• **THE PROBLEM**
Set down the whole listing below exactly. The pictures stay out.

#### SOURCE MATERIAL

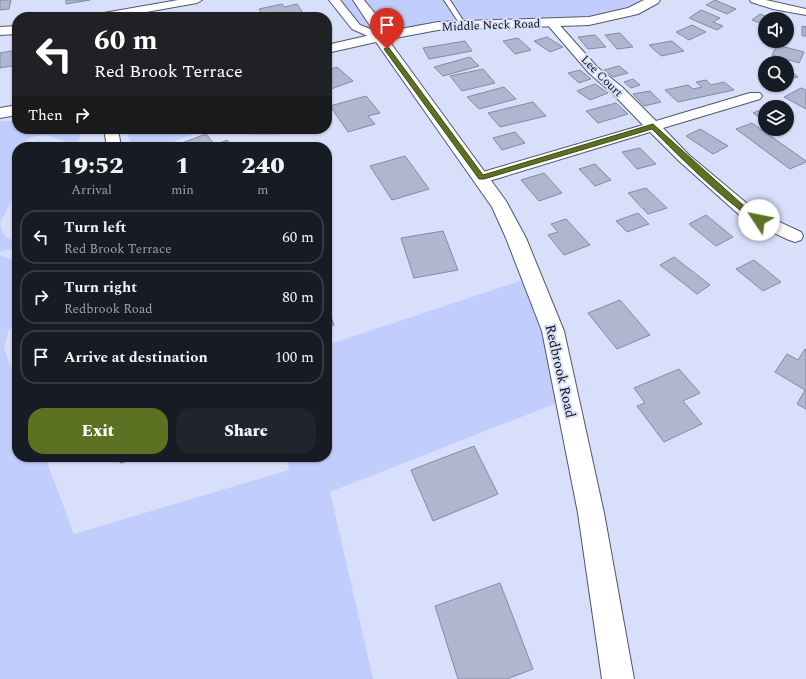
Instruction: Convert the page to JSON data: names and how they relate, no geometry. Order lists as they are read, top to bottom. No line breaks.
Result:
{"streets":{"main road":["Middle Neck Road","Redbrook Road"],"street":["Lee Court"]},"crossings":[["Middle Neck Road","Lee Court"],["Middle Neck Road","Redbrook Road"]],"page":{"turn":["60 m","Red Brook Terrace"],"then":"Then","eta":["19:52","Arrival","1","min","240","m"],"list":[{"name":"Turn left","note":"Red Brook Terrace","value":"60 m"},{"name":"Turn right","note":"Redbrook Road","value":"80 m"},{"name":"Arrive at destination","value":"100 m"}],"buttons":["Exit","Share"]}}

########

• **ANSWER SPACE**
Instruction: Convert the page to JSON data: names and how they relate, no geometry. Order lists as they are read, top to bottom. No line breaks.
Result:
{"streets":{"main road":["Middle Neck Road","Redbrook Road"],"street":["Lee Court"]},"crossings":[["Middle Neck Road","Lee Court"],["Middle Neck Road","Redbrook Road"]],"page":{"turn":["60 m","Red Brook Terrace"],"then":"Then","eta":["19:52","Arrival","1","min","240","m"],"list":[{"name":"Turn left","note":"Red Brook Terrace","value":"60 m"},{"name":"Turn right","note":"Redbrook Road","value":"80 m"},{"name":"Arrive at destination","value":"100 m"}],"buttons":["Exit","Share"]}}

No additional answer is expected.